Prof. Dr. Mehmet Baha Karan, Hacettepe Üniversitesi İşletme Bölümü öğretim üyesidir. Çok sayıda ulusal ve uluslararası dergide makalesi yayınlanmıştır. Springer kitap serilerinde editörlük yapmış; finansal yönetim, sermaye piyasaları yatırım analizi ve enerji piyasaları konusunda 25’ten fazla kitap-kitap bölümü yazmıştır. Yatırım Analizi ve Portföy Yönetimi kitabının 5. Baskısı 2018 yılında yayınlanmış olup, lisans ve lisansüstü düzeyde finans alanında Türkçe olarak yazılmış önemli bir başvuru kitabıdır.

Bu çalışmada kitabın bölümleri kısa olarak tanıtılacak ve her bölüm için eleştirel görüşler ve değerlendirmeler sunulacaktır. Kitabın ana teması bankacılık ve finans olmasına rağmen kitapta incelenen dönemlere ait siyasi, askerî ve sosyal gelişmeler neden-sonuç ilişkisi içerisinde bilimsel bir anlayışla tarihsel perspektif içinde verilmiştir.

Kitapta; 11. ile 19. Yüzyıllar arasında Kıta Avrupası, İngiltere, Amerika, Osmanlı İmparatorluğu, Hindistan gibi dünyanın çeşitli coğrafyalarında ortaya çıkan savaşlar, kolonileşme akımları, özgürleşme, feodalizm, göçler, ihracat ve ithalat gibi olguların finans ve bankacılık ile ilişleri tarihsel gelişim içinde açıklanmıştır.

Prof.
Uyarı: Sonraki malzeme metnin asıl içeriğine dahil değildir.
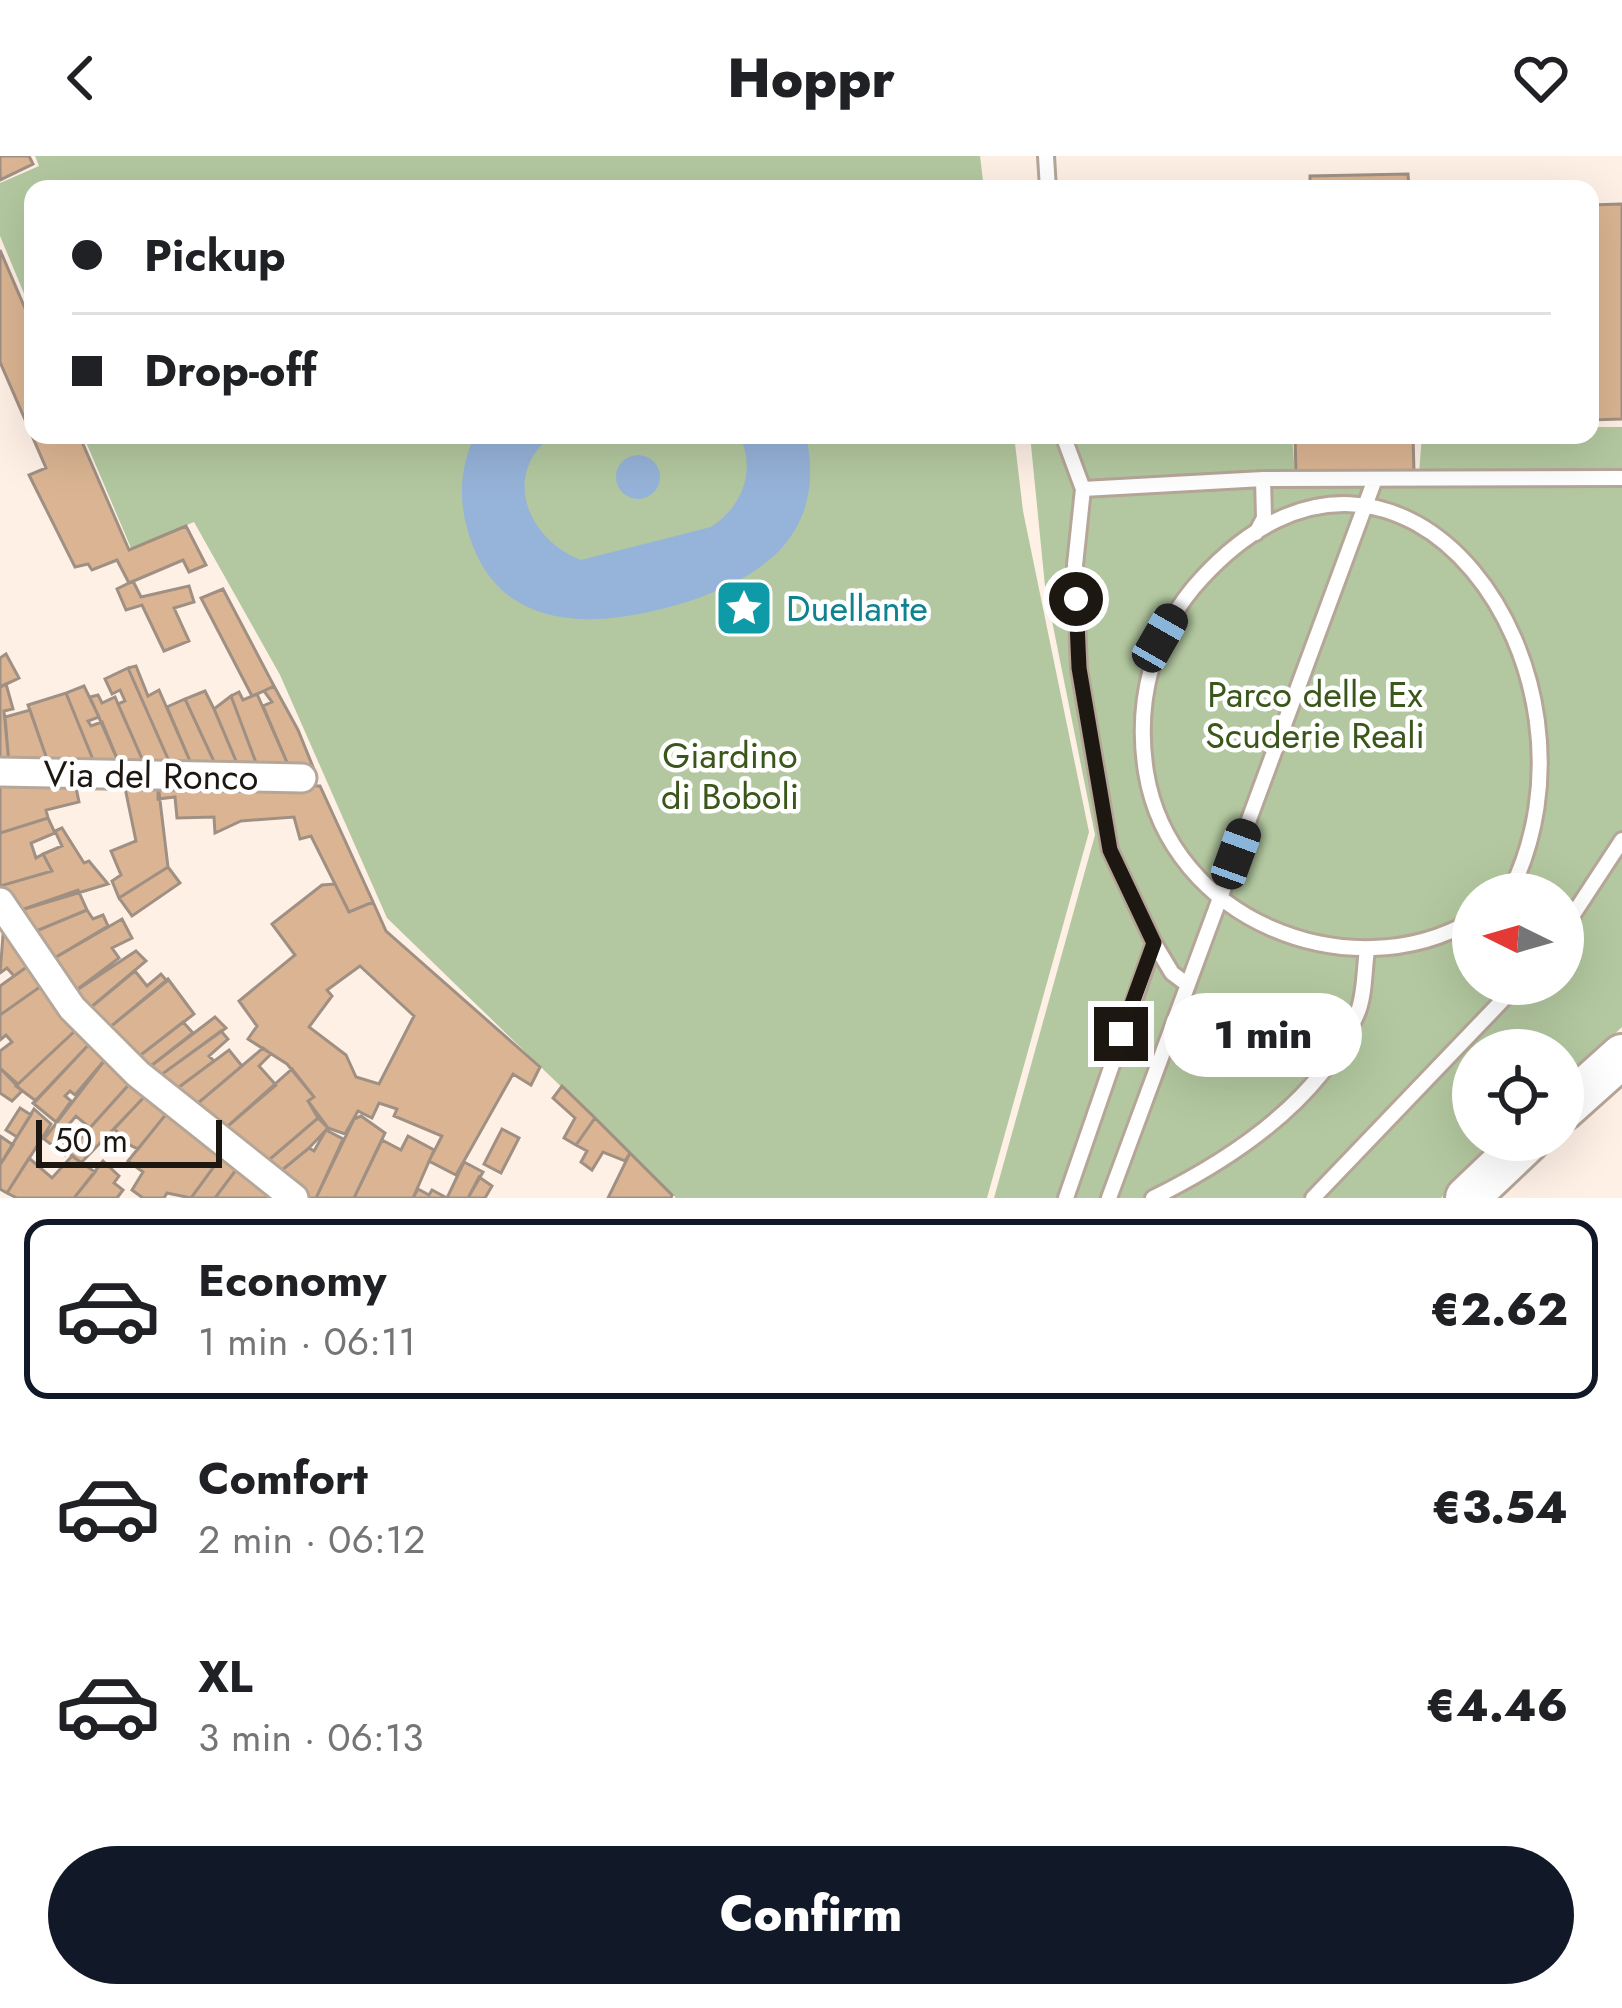 <!DOCTYPE html>
<html lang="en">
<head>
<meta charset="utf-8">
<style>
	:root { --surface:#fff; --page:#f2f2f2; --text:#202124; --muted:#757577; --line:#e0e0e0; --accent:#111827 }
	body { margin:0; font-family:Jost,sans-serif; background:var(--page); color:var(--text); height:100vh; display:flex; flex-direction:column; font-size:45px; white-space:nowrap }
	* { box-sizing:border-box; margin:0 }
	p { font-size:39px; color:var(--muted) }
	.icon { flex:none; width:66px; height:66px; fill:none; stroke:currentColor; stroke-width:2; stroke-linecap:round; stroke-linejoin:round }
	.map { position:relative; height:1042px; overflow:hidden }
	.drawer { display:flex; flex-direction:column; background:var(--surface); flex:1 }
	.drawer>* { flex:none }
	.hud { position:absolute; left:24px; top:24px; width:1575px; height:264px; border-radius:24px; box-shadow:0 12px 48px #0002; display:grid; align-content:center; height:264px; padding:0 48px; background:var(--surface) }
	.needle { width:78px; rotate:275deg }
	.controls { position:absolute; left:1452px; top:717px; display:grid; gap:24px }
	.controls a { display:grid; place-items:center; width:132px; height:132px; border-radius:50%; background:var(--surface); box-shadow:0 12px 48px #0002; font-size:60px }
	.scale { position:absolute; left:36px; bottom:30px; width:186px; box-sizing:border-box; padding-left:12px; border:6px solid #1d1712; border-top:0; font-size:33px; line-height:42px; white-space:nowrap; color:#1d1712; -webkit-text-stroke:9px #fff; paint-order:stroke }
	.end { position:absolute; width:54px; height:54px; margin:-27px; border:15px solid #1d1712; background:#fff; box-shadow:0 0 0 6px #fff }
	.from { border-radius:50% }
	.bubble { position:absolute; height:84px; border-radius:42px; background:var(--surface); box-shadow:0 12px 48px #0002; font-size:39px; font-weight:800; line-height:84px; text-align:center }
	.car { position:absolute; width:36px; height:72px; margin:-36px -18px; border-radius:15px; box-shadow:0 0 9px 3px #0007; background:linear-gradient(#222 24%,#8ab4d8 0 40%,#222 0 76%,#8ab4d8 0 86%,#222 0) }
	.hud b { display:flex; align-items:center; gap:42px; height:114px; font-size:45px }
	.hud b+b { border-top:3px solid var(--line) }
	.hud i { width:30px; height:30px; background:var(--text) }
	ul { padding:21px 0 0; list-style:none }
	li { display:flex; align-items:center; gap:36px; height:180px; margin:0 24px 18px; padding:0 24px; border:6px solid transparent; border-radius:24px }
	li div { flex:1 }
	li b { display:block; font-size:45px }
	li em { font-style:normal; font-weight:800 }
	li.selected { border-color:var(--accent) }
	li>.icon { width:108px; height:108px; stroke-width:1.5 }
	.action { display:flex; gap:24px; margin-top:auto; padding:24px 48px }
	.action a { flex:1; height:138px; border-radius:72px; background:var(--accent); color:#fff; font-size:48px; font-weight:800; line-height:138px; text-align:center }
	header { display:flex; justify-content:space-between; align-items:center; height:156px; padding:0 48px; background:var(--surface); font-size:54px; font-weight:800 }
	.map>svg:first-child { display:block }
</style>
</head>
<body>
<header><svg class="icon" aria-label="back" viewBox="0 0 24 24"><path d="M15 5l-7 7 7 7"/></svg>Hoppr<svg class="icon" aria-label="heart" viewBox="0 0 24 24"><path d="M12 20l-8-8c-3-5 5-10 8-4 3-6 11-1 8 4z"/></svg></header>
<div class="map">
<svg width="1622" height="1042" viewBox="0 0 1622 1042">
	<rect width="100%" height="100%" fill="#fef0e5"/>
	<path fill="#b3c8a0" fill-rule="evenodd" d="M35,0H980L984,33H33V159L0,80V27L39,10Z
		M1590,271H1622V871L1563,926V894H1473V984H1501L1441,1042H994L1095,679L1045,430L1030,279H1292L1295,319L1419,318L1422,279H1590ZM1473,738H1563V828H1473Z
		M83,279H1014L1023,355L1089,676L987,1042H676L387,762L280,519L194,366L131,392Z"/>
	<path fill="#96b3d9" d="M475,279H553C500,318 528,384 581,404L711,371C742,351 757,314 739,279H806C828,382 759,425 673,450C587,474 492,475 466,368C458,337 462,307 475,279Z
		M616 321a22 22 0 1 1 44 0a22 22 0 1 1-44 0Z"/>
	<path fill="#dbb593" stroke="#a09083" stroke-width="3" fill-rule="evenodd" d="M0,0H29L33,8L0,24Z
		M1408,18L1409,33H1310V20Z
		M1622,48V263L1590,264V49Z
		M0,94L33,171V279H79L129,394L186,370L206,409L189,416L183,404L129,427L117,404L92,414L88,408L75,411L29,319L46,312L0,206Z
		M1295,279H1413L1414,317L1296,319Z
		M133,425L141,441L189,430L194,446L174,452L189,485L164,495L142,449L126,454L117,433Z
		M223,433L274,530L257,538L252,540L201,442Z
		M6,498L19,522L0,531V502Z
		M136,510L148,540L159,534L193,612H172L128,512Z
		M128,512L172,612H146L118,548L125,545L120,534L112,538L105,523Z
		M6,528L13,553L4,555L9,608H0V531Z
		M84,530L99,561L88,565L91,570L102,566L121,612L96,611L66,537Z
		M274,530L298,574L313,611H289L263,550L272,546L264,535Z
		M205,535L214,553L239,612H217L185,543Z
		M239,536L243,544L257,538L289,611L258,612L231,540Z
		M66,537L96,611L49,609L28,549Z
		M98,539L102,547L115,541L146,612H121L90,541Z
		M231,540L258,612H239L214,553Z
		M185,543L217,612H193L167,551Z
		M30,554L49,609L9,608L5,561Z
		M0,625L75,627L79,646L46,654L48,662L0,677Z
		M124,627L158,628L168,711L119,742L112,725L121,719L111,695L136,685Z
		M158,628L320,630L373,746L349,756L311,680L300,683L294,661L241,665L215,677L214,661L177,662L175,641L158,643Z
		M48,662L55,677L31,687L36,702L43,698L52,715L0,730V677Z
		M62,672L84,707L89,705L108,728L15,756L0,730L52,715L43,698L62,690L55,675Z
		M168,711L180,727L132,760L119,742Z
		M335,728L349,756L373,746L386,775L540,911L531,929L513,918L456,1019L429,1005L442,980L394,960L397,953L379,947L372,962L358,955L345,978L328,972L308,945L314,941L287,908L248,883L257,870L239,845L295,799L272,768L322,729ZM360,810L414,860L379,928L356,921L346,899L309,871L332,840L327,834Z
		M78,734L87,754L29,778L15,756Z
		M87,754L93,763L103,759L108,770L46,807L29,778Z
		M122,763L132,782L112,792L119,802L71,838L46,807Z
		M4,767L31,808L14,820L7,812L0,817Z
		M136,795L146,805L84,857L71,838Z
		M31,808L44,828L0,859V830Z
		M135,815L147,830L161,818L167,825L104,876L84,857Z
		M168,823L194,858L133,905L104,876Z
		M44,828L78,872L18,928L0,912V895L12,886L6,879L0,884V859Z
		M215,861L226,872L154,924L143,916Z
		M183,866L193,877L143,916L133,905Z
		M78,872L92,885L36,945L16,930Z
		M221,875L228,883L209,900L214,905L171,937L154,924Z
		M92,885L108,900L75,939L70,935L65,940L71,945L56,966L33,947Z
		M263,892L271,898L259,910L276,929L220,977L191,953Z
		M229,894L242,910L191,953L171,937Z
		M108,900L133,924L90,972L76,960L65,973L79,984L65,999L44,983Z
		M0,912L22,935L12,945L0,937Z
		M292,913L314,941L308,945L318,962L263,1009L220,977Z
		M133,924L147,938L81,1007L68,996Z
		M562,930L595,962L576,989L564,982L575,962L553,942Z
		M147,938L167,957L138,993L118,983L122,980L114,973Z
		M20,952L31,959L17,981L6,974Z
		M34,953L51,968L7,1037L0,1033V1009Z
		M167,957L221,1001L191,1042L167,1037L164,1042H143L132,1034L143,1016L128,1005Z
		M361,960L385,977L354,1042H316L354,963Z
		M318,962L328,972L309,992L276,1019L263,1009Z
		M595,962L630,997L625,1005L603,996L592,1014L581,1006L587,995L576,989Z
		M502,973L519,982L501,1017L484,1008Z
		M326,974L343,983L316,1042H309L276,1019L309,992L314,995Z
		M0,980L13,989L0,1009Z
		M408,980L434,994L413,1042H354L382,984L401,994Z
		M630,997L672,1039L671,1042H608Z
		M72,1000L95,1016L74,1042H17L7,1037L29,1002L52,1022Z
		M221,1001L236,1014L215,1042H191Z
		M103,1005L119,1020L114,1027L123,1034L117,1042H74Z
		M464,1006L483,1016L468,1042H447Z
		M236,1014L272,1040L271,1042H215Z
		M479,1021L492,1030L485,1042H468Z
		M418,1033L429,1039L432,1034L447,1042H413Z"/>
	<g fill="none" stroke-linecap="round" stroke-linejoin="round">
		<g stroke="#b5a698" stroke-width="20">
			<path id="service" d="M1046,0L1048,33
				M1063,279L1083,333
				M1263,323L1622,322
				M1473,764C1349,836 1170,764 1146,616C1135,546 1152,476 1201,423C1402,203 1622,516 1509,738
				M1563,774L1622,684
				M1188,829L1172,817L1154,787L1110,694L1079,513L1075,409L1083,333L1263,323L1264,362L1256,377
				M1066,1042L1154,787
				M1109,1042L1375,323
				M1153,1042C1232,1003 1322,943 1357,858C1365,840 1364,814 1367,794
				M1313,1042L1518,828"/>
		</g>
		<g stroke="#b5a698" stroke-width="33">
			<path id="minor" d="M0,616L302,622
				M0,746L72,852L138,918L294,1042"/>
		</g>
		<g stroke="#b5a698" stroke-width="48">
			<path id="primary" d="M1563,953L1622,900
				M1467,1042L1528,984"/>
		</g>
		<use href="#service" stroke="#fff" stroke-width="14"/>
		<use href="#minor" stroke="#fff" stroke-width="27"/>
		<use href="#primary" stroke="#fff" stroke-width="42"/>
	</g>
	<g fill="none" stroke-linecap="round" stroke-linejoin="round">
		<path stroke="#1d1712" stroke-width="15" d="M1076,443L1079,512L1110,694L1154,787L1121,878"/>
	</g>
	<defs>
		<g id="sight-square" transform="scale(3)"><rect x="-9" y="-9" width="18" height="18" rx="4" fill="#0f9aa8" stroke="#fff"/><path d="M0-6L1.8-2.2L6-1.7L2.9 1.2L3.7 5.4L0 3.3L-3.7 5.4L-2.9 1.2L-6-1.7L-1.8-2.2Z" fill="#fff"/></g>
	</defs>
	<g fill-rule="evenodd">
		<use href="#sight-square" x="744" y="452"/>
	</g>
	<g text-anchor="middle" stroke-width="9" stroke-linejoin="round" paint-order="stroke">
		<g font-size="36" fill="#0d838f" stroke="#fff" text-anchor="start">
			<text x="786" y="465">Duellante</text>
		</g>
		<g font-size="36" fill="#3b561a" stroke="#fff">
			<text x="1315" y="551">Parco delle Ex<tspan x="1315" dy="41">Scuderie Reali</tspan></text>
			<text x="730" y="612">Giardino<tspan x="730" dy="41">di Boboli</tspan></text>
		</g>
		<g font-size="36" fill="#1d1712" stroke="#fff">
			<text transform="translate(151 619) rotate(1)" y="13">Via del Ronco</text>
		</g>
	</g>
</svg>
<div class="controls">
<a><svg class="needle" viewBox="-14 -14 28 28"><path d="M0-13l5 13h-10z" fill="#e53935"/><path d="M0 13l5-13h-10z" fill="#757577"/></svg></a>
<a><svg class="icon" aria-label="locate" viewBox="0 0 24 24"><circle cx="12" cy="12" r="6"/><path d="M12 2v4M12 18v4M2 12h4M18 12h4"/></svg></a>
</div>
<div class="scale">50 m</div>
<i class="end from" style="left:1076px;top:443px"></i>
<i class="end" style="left:1121px;top:878px"></i>
<div class="bubble" style="left:1164px;top:837px;width:198px">1 min</div>
<i class="car" style="left:1160px;top:482px;rotate:30deg"></i>
<i class="car" style="left:1236px;top:698px;rotate:20deg"></i>
<div class="hud">
<b><i class="from"></i>Pickup</b>
<b><i></i>Drop-off</b>
</div>
</div>
<section class="drawer">
<ul>
<li class="selected"><svg class="icon" aria-label="car" viewBox="0 0 24 24"><path d="M5 17H2v-5l4-1 3-4h7l3 4 3 1v5h-3M9 17h6M6 11h13"/><circle cx="7" cy="17" r="2"/><circle cx="17" cy="17" r="2"/></svg><div><b>Economy</b><p>1 min · 06:11</p></div><em>€2.62</em></li>
<li><svg class="icon" aria-label="car" viewBox="0 0 24 24"><path d="M5 17H2v-5l4-1 3-4h7l3 4 3 1v5h-3M9 17h6M6 11h13"/><circle cx="7" cy="17" r="2"/><circle cx="17" cy="17" r="2"/></svg><div><b>Comfort</b><p>2 min · 06:12</p></div><em>€3.54</em></li>
<li><svg class="icon" aria-label="car" viewBox="0 0 24 24"><path d="M5 17H2v-5l4-1 3-4h7l3 4 3 1v5h-3M9 17h6M6 11h13"/><circle cx="7" cy="17" r="2"/><circle cx="17" cy="17" r="2"/></svg><div><b>XL</b><p>3 min · 06:13</p></div><em>€4.46</em></li>
</ul>
<div class="action"><a>Confirm</a></div>
</section>
</body>
</html>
Dr. Mehmet Baha Karan tarafından yazılan Para Banka ve Finansın Sırları: Tapınak Şövalyelerinden Modern Çağlara adlı kitabı 473 sayfa ve 10 bölümden oluşmakta olup bölümler sırasıyla; Birinci bölüm giriş, ikinci bölüm Tapınak Şövalyeleri: Haçlı Seferlerinin Bankerleri, üçüncü bölüm Mediciler: Rönesans’ın Bankacıları, dördüncü bölüm Amsterdam Bankası: Borsa ve Anonim Şirketlerin Yükselişi, beşinci bölüm Sarraf Bankerler: Kısmi Rezerv Sisteminin Doğuşu, altıncı bölüm Law: Kağıt Paranın Kumarbaz Mucidi, yedinci bölüm Rothschildler: Küresel Finans İmparatorluğu, sekizinci bölüm JP Morgan: Amerika’yı Kurtaran Bankacı, dokuzuncu bölüm Osmanlı Bankası: İmparatorluğun Devlet Bankası ve onuncu bölüm Sonuç ve Genel Değerlendirme şeklindedir.

Kitabın giriş bölümünde yazar, bankaların normal ticari işletmelerden farklı olduğunu, bankaların öz sermayesinin ticari işletmelerden çok daha az olduğunu ancak bununla birlikte mevduat sahiplerinin talep ettiği an paralarını ödemek zorunda olduğunu ve bu nedenle bankacılıkta itibar ve güvenin çok önemli olduğunu vurgulamaktadır. Yazar kitap içinde farklı tarihsel dönemlerde ortaya çıkan bankacılık faaliyetlerinde başarı için güven ve itibarın önemli bir unsur olduğunu belirtmektedir.

Kitabın ikinci bölümünde bankacılık ile ilgili faaliyetlere Tapınak Şövalyelerinin tarih sahnesine çıktığı 11-13. yüzyılda başlandığı belirtilmekte, Tapınak Şövalyelerinin diğer dini grup ve tarikatlarla birlikte Haçlı Seferleri sırasında ortaya çıktığı, bunların farklı giysi ve kurallara sahip dindar ve savaşçı özelliklere sahip oldukları anlatılmaktadır. Bu devirde tapınak şövalyeleri devlet ve kilise dışında önemli bir kurum olduğu, mal ve mülk sahiplerinin servetlerine krallar tarafından el koyulmasını önlemişler, paralarını saklamaya yardımcı olmuşlar, finansal sorunlarını çözmeye yardımcı olmuşlardır. Özellikle Avrupa’daki Hristiyanların Kudüs’e hac ziyaretine gittiğinde onların mal ve mülklerini bir komisyon karşılığında emanete aldıkları, onların harcamalarında seyahat çekleri, havale sistemleri, kasa ve sosyal güvenlik uygulamaları gibi destek verdiği belirtilmektedir. Tapınak Şövalyelerinin bankacılık uygulamaları, günümüzde İsviçre Bankacılığının “Özel Bankacılık” uygulamalarının temelini oluşturmaktadır.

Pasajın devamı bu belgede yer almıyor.